→ Instructions for the task
Return the lines that run from the beginning of the entries to the line holding "ctx.lineJoin = 'round';", inclusive, and drop the pictures.

[Dataset entries]
⟨

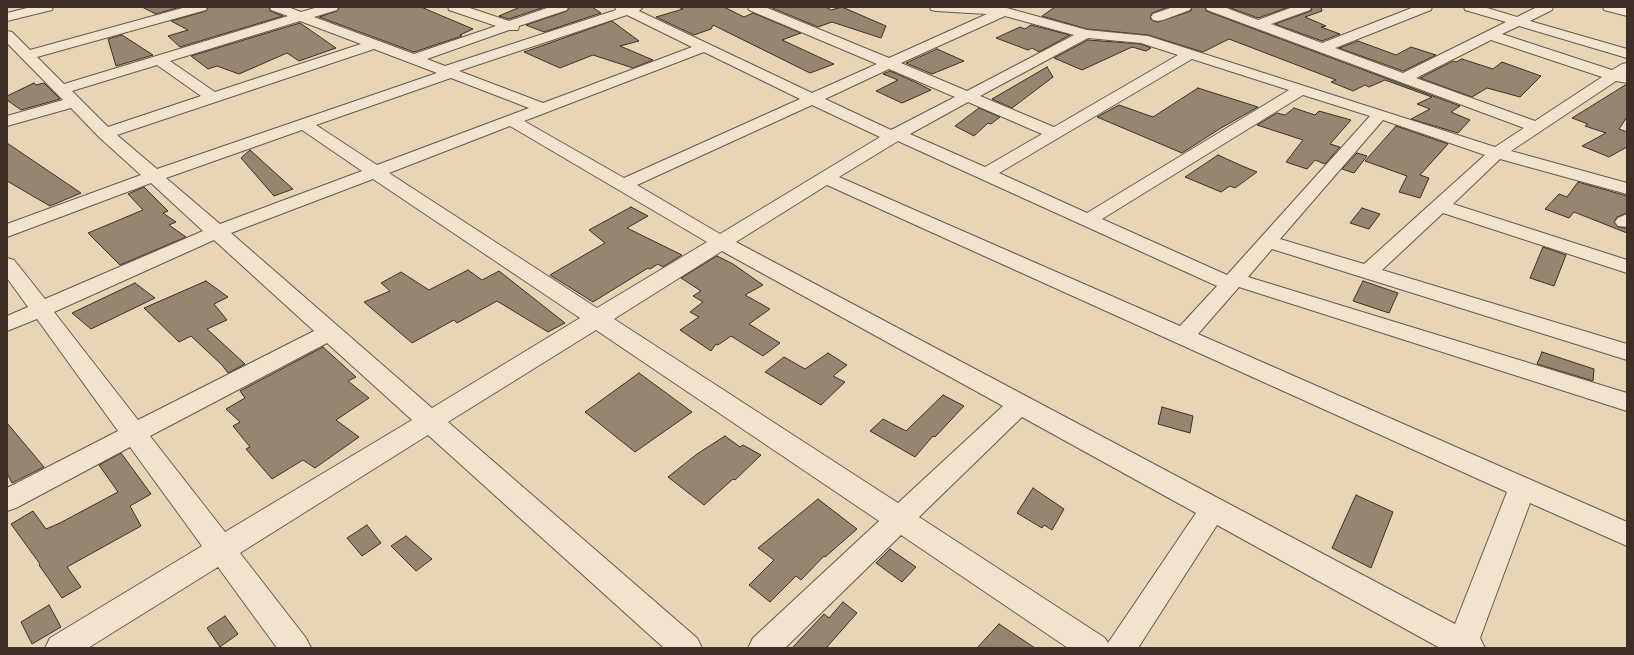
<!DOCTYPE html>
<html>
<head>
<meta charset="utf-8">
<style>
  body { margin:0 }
  #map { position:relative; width:1634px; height:655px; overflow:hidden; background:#e8d5b6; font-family:"IM FELL French Canon",serif }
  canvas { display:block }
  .frame { position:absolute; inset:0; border:8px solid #3d2f26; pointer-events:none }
</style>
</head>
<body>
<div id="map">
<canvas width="1634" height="655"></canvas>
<div class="frame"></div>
</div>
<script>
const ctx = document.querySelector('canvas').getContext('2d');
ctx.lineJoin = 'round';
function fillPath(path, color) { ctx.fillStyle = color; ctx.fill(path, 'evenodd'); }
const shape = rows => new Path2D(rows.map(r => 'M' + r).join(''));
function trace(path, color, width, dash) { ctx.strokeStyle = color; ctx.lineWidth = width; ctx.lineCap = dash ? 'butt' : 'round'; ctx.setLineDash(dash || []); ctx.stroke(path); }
const building = shape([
  [142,7,180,7,156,14,142,7],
  [208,7,269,7,270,11,283,16,180,47,168,36,188,30,171,21,206,11,208,7],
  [339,7,421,7,473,29,460,35,462,36,414,52,319,17,337,11,339,7],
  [520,7,545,7,509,19,499,16,520,7],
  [569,7,592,7,601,13,544,32,526,25,567,11,569,7],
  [678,7,724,7,744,17,753,13,801,33,782,40,834,64,810,73,713,25,711,29,694,35,656,17,683,9,678,7],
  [770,7,826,7,831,10,842,7,886,26,881,38,832,22,818,27,770,7],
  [1055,7,1168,7,1152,13,1150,18,1153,21,1158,22,1191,11,1192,7,1205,7,1206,11,1460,106,1451,112,1470,120,1458,133,1411,119,1430,109,1417,104,1432,97,1385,80,1369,87,1365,85,1353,91,1331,82,1336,80,1229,39,1203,52,1148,35,1087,29,1042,16,1055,7],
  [1228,7,1289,7,1258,18,1228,7],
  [1312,7,1321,7,1322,11,1305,17,1326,26,1321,27,1340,34,1322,41,1275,24,1311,11,1312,7],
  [612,21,639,41,620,46,653,60,633,68,593,55,560,68,524,52,612,21],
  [300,23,336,48,299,61,287,53,239,74,217,66,208,69,191,56,300,23],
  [1031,25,1070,35,1039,52,1032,48,1028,50,996,38,1020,27,1025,29,1031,25],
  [122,35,153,55,116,66,108,39,122,35],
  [1088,40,1141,44,1151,48,1146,51,1132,47,1082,70,1054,58,1088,40],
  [1358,41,1396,55,1411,47,1436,55,1403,71,1339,48,1358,41],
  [937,49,964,61,932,74,906,63,937,49],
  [1462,59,1493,69,1502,62,1541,76,1520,97,1487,88,1472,97,1420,78,1453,61,1456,62,1462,59],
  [1047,67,1053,77,1012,108,992,99,1047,67],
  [890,71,915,82,931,90,902,103,876,91,898,80,883,74,890,71],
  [34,83,36,85,44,83,60,99,21,110,7,100,7,96,34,83],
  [1627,84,1627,117,1619,129,1627,132,1627,147,1609,157,1582,146,1606,133,1585,126,1588,124,1572,118,1627,84],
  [1198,88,1258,107,1221,128,1182,153,1097,117,1119,105,1153,117,1198,88],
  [979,108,1000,117,991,124,988,123,974,136,955,126,979,108],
  [1294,108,1315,115,1319,111,1351,120,1330,144,1340,147,1325,164,1315,160,1307,169,1286,162,1303,140,1257,125,1277,113,1285,115,1294,108],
  [1396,126,1448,144,1420,175,1429,178,1420,198,1399,192,1407,176,1365,161,1396,126],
  [7,143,81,193,50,206,7,181,7,143],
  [250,150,293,189,274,196,241,158,250,150],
  [1357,153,1367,156,1354,173,1342,169,1357,153],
  [1218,155,1240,165,1257,172,1235,188,1230,186,1221,192,1185,177,1218,155],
  [1578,182,1627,196,1627,213,1617,217,1614,222,1618,227,1627,228,1627,233,1574,212,1569,218,1545,209,1559,194,1567,197,1578,182],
  [144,187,168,211,163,213,176,222,169,225,186,237,120,265,88,233,143,210,128,194,144,187],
  [631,207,648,216,627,228,682,255,663,267,658,264,650,269,648,268,593,302,550,275,605,243,589,230,631,207],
  [1362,208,1380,214,1369,229,1350,223,1362,208],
  [1543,247,1566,255,1554,286,1530,278,1543,247],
  [717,256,733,264,763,285,745,295,770,309,749,324,780,343,763,356,731,336,718,345,716,344,711,351,680,330,699,317,690,312,703,302,693,296,701,291,681,278,717,256],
  [468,270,482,280,499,271,565,323,548,332,497,301,457,323,454,320,412,343,364,302,390,291,381,283,401,272,429,290,468,270],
  [206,281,228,297,214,304,227,320,207,329,245,364,228,373,222,365,191,336,179,342,144,308,206,281],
  [1363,281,1398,293,1389,313,1353,301,1363,281],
  [135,283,155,298,91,329,72,313,135,283],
  [323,347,356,377,348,381,369,398,336,420,359,437,315,468,303,460,272,479,246,449,250,447,233,426,240,422,226,409,245,398,240,391,323,347],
  [1542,352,1594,369,1593,381,1537,364,1542,352],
  [828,353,847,365,833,376,845,382,821,405,765,372,784,357,805,369,828,353],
  [639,373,692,412,635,452,585,412,639,373],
  [943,395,964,406,935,437,933,436,915,457,870,431,883,419,906,431,943,395],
  [1162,407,1193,416,1190,433,1158,424,1162,407],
  [7,423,44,467,12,483,7,473,7,423],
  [725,436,740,447,743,445,761,455,735,480,733,479,704,505,668,477,697,454,725,436],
  [121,453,151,494,130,506,141,526,67,567,81,587,62,598,39,565,40,564,11,524,33,511,46,529,60,523,118,492,99,465,121,453],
  [1033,488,1064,509,1052,530,1044,525,1042,528,1017,513,1033,488],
  [1356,495,1393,512,1371,568,1332,548,1356,495],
  [818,499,857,529,825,557,824,556,801,580,796,576,770,602,749,585,774,560,758,548,818,499],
  [367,525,381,543,362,556,347,538,367,525],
  [406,536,432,559,416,571,391,546,406,536],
  [890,549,916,567,902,582,876,563,890,549],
  [843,602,857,613,826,648,792,648,824,614,829,618,843,602],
  [49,605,61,627,32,644,21,622,49,605],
  [225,616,238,634,220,647,207,628,225,616],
  [999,624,1035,648,977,648,999,624]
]);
const street = shape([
  [31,7,53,7,52,10,7,21,7,13,31,7],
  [186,7,207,7,206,10,37,57,64,84,288,16,271,10,270,7,288,7,301,12,318,7,338,7,337,10,314,17,414,54,496,26,449,10,448,7,467,7,509,21,550,7,568,7,567,10,519,26,518,30,509,30,427,59,445,66,616,10,615,7,643,7,639,11,812,93,877,64,749,10,748,7,765,7,889,58,987,14,936,11,931,10,930,7,1003,7,1087,30,1148,36,1495,147,1524,128,1207,10,1206,7,1224,7,1258,20,1293,7,1311,7,1310,10,1271,24,1322,43,1414,7,1432,7,1431,10,1335,48,1403,73,1506,22,1465,10,1464,7,1484,7,1517,17,1537,7,1553,7,1552,10,1530,21,1627,49,1627,58,1519,26,1502,34,1612,70,1622,64,1627,63,1627,74,1625,75,1627,75,1627,83,1616,81,1511,151,1627,183,1627,194,1500,159,1453,204,1627,260,1627,273,1443,213,1382,270,1627,344,1627,360,1272,249,1248,277,1627,393,1627,411,1239,287,1198,334,1627,522,1627,546,1530,503,1480,638,1485,648,1440,648,1217,525,1138,648,1068,648,901,535,785,648,748,648,753,638,879,521,596,330,448,422,697,638,702,648,664,648,428,435,240,553,306,638,311,648,277,648,218,567,88,648,45,648,50,638,202,546,130,447,16,508,7,511,7,488,118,431,37,319,7,331,7,316,28,307,7,278,7,258,14,260,45,299,203,231,151,183,7,237,7,224,141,175,99,137,71,108,7,126,7,116,63,100,7,43,7,31,12,32,30,50,186,7],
  [627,15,692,47,543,103,459,71,627,15],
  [1005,16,1074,35,967,91,901,63,1005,16],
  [300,21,361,44,215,92,170,61,300,21],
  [1088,38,1141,43,1178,55,1054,127,980,96,1088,38],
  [1491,40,1602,77,1535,121,1416,78,1491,40],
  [374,49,437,73,157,169,117,135,374,49],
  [704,52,800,99,624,178,524,121,704,52],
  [1192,59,1289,90,1087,213,999,173,1192,59],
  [157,65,201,96,108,127,72,91,157,65],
  [889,69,955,97,891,130,825,99,889,69],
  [451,78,529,108,377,165,316,125,451,78],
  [1303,95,1370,116,1227,275,1102,219,1303,95],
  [968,102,1042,134,985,167,910,134,968,102],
  [812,105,880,137,720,234,637,185,812,105],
  [1383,120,1485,155,1364,264,1280,239,1383,120],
  [510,126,707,242,597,308,389,173,510,126],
  [302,130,362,171,220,224,166,178,302,130],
  [898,141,979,178,1217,286,1180,326,839,177,898,141],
  [373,179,580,318,432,408,231,233,373,179],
  [827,185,1507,492,1455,624,736,242,827,185],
  [214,240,314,331,138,420,54,312,214,240],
  [722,251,1003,406,898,503,614,319,722,251],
  [327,343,412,420,225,532,150,436,327,343],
  [1022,417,1196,513,1108,643,1105,638,919,517,1022,417],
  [1173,7,1191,7,1190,10,1163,20,1158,21,1153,20,1151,17,1153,14,1173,7],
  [1603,7,1627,8,1627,16,1604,10,1603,7],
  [1627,214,1627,227,1618,226,1615,222,1618,218,1627,214]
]);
fillPath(building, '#968571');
trace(building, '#3d2f26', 1);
trace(street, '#68584a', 2);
fillPath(street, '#f0e4d0');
</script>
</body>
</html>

⟩

→ Exercise solution
<!DOCTYPE html>
<html>
<head>
<meta charset="utf-8">
<style>
  body { margin:0 }
  #map { position:relative; width:1634px; height:655px; overflow:hidden; background:#e8d5b6; font-family:"IM FELL French Canon",serif }
  canvas { display:block }
  .frame { position:absolute; inset:0; border:8px solid #3d2f26; pointer-events:none }
</style>
</head>
<body>
<div id="map">
<canvas width="1634" height="655"></canvas>
<div class="frame"></div>
</div>
<script>
const ctx = document.querySelector('canvas').getContext('2d');
ctx.lineJoin = 'round';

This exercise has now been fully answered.